Module hnsw

Expand description

Hierarchical Navigable Small World (HNSW) Vector Search

This module provides high-performance approximate nearest neighbor (ANN) search using the HNSW algorithm. HNSW builds a multi-layer graph structure where higher layers provide “express lanes” for fast navigation, while the bottom layer contains all vectors for precise search.

§What is HNSW?

HNSW (Hierarchical Navigable Small World) is a graph-based algorithm for efficient approximate nearest neighbor search in high-dimensional vector spaces. It constructs a hierarchical graph where:

Layer 0 contains all vectors with dense connectivity
Higher layers contain exponentially fewer vectors, forming “skip lists”
Search starts at the top layer and greedily descends to the bottom
Result: O(log N) search complexity with high recall

This design provides excellent trade-offs between search speed, accuracy, and memory usage for vector similarity search.

§Module Architecture

The HNSW implementation is organized into focused modules:

config: HnswConfig - Algorithm configuration and parameters
builder: HnswConfigBuilder - Fluent configuration builder with validation
index: HnswIndex - Main HNSW index implementation with search/insert
storage: VectorStorage trait - Pluggable vector persistence (in-memory/SQLite)
distance_metric: SIMD-ready vector distance calculations
distance_functions: Low-level distance functions with SIMD optimization
simd: SIMD-accelerated distance functions with runtime CPU detection
batch_filter: SIMD-accelerated batch ID filtering for multi-tenant operations
serialization: SIMD-accelerated varint and delta encoding for HNSW persistence
errors: Comprehensive error handling for all HNSW operations
multilayer: Multi-layer graph construction and management
neighborhood: Neighbor selection and heuristics for graph connectivity

§Key Types

HnswIndex - Main HNSW index with insert, search, and persistence
HnswConfig - Configuration parameters (dimension, M, ef_construction)
VectorStorage - Pluggable storage backend for vectors
DistanceMetric - Supported distance metrics (Cosine, Euclidean, etc.)

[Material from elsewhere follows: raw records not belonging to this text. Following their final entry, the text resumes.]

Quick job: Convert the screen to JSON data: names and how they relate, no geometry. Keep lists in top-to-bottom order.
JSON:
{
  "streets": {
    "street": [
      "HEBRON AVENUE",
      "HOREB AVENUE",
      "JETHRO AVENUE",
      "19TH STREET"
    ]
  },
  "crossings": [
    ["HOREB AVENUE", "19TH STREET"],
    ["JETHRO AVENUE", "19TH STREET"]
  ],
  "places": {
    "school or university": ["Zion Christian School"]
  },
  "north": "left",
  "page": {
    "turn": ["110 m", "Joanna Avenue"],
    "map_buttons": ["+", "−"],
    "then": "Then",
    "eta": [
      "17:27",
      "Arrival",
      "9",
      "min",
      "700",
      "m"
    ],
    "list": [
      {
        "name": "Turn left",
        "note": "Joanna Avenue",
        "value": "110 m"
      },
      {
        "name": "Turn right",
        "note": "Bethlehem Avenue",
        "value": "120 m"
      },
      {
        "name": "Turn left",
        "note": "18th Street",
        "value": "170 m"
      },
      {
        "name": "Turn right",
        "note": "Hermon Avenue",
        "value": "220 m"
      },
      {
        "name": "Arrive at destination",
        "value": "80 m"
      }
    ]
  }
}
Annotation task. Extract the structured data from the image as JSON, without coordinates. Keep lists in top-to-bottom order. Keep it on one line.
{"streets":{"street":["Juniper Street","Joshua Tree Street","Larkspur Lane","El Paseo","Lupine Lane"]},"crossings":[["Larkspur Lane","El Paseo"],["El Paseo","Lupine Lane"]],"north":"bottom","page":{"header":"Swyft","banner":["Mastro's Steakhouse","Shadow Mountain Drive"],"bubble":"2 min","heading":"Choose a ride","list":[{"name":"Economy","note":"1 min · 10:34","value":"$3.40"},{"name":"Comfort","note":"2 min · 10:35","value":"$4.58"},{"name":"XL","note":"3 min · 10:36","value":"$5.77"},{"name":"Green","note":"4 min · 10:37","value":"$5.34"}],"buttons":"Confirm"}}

§Invariants and Guarantees

§Approximate Results

HNSW provides approximate nearest neighbor search, not exact results:

Recall depends on ef_construction and ef_search parameters
Higher ef = better recall but slower search
Typical recall: 95%+ for well-tuned parameters
No guarantee of finding exact nearest neighbor

§Determinism

Same input + same config → same results (deterministic)
Random seed controls layer assignment (via multilayer_deterministic_seed)
Insert order affects graph structure (but not correctness)

§Thread Safety

NOT thread-safe for concurrent writes. HnswIndex uses interior mutability and is not Sync. Do not share across threads for insert operations.

For concurrent search:

Read-only search operations can access shared data
Use separate indexes per thread for writes
Or wrap in Mutex/RwLock for explicit synchronization

§Vector Dimension Consistency

All vectors in an index must have the same dimension:

Configured at index creation time via HnswConfig::dimension
Enforced on insert - returns error for mismatched dimensions
Cannot change after index creation (recreate index to change)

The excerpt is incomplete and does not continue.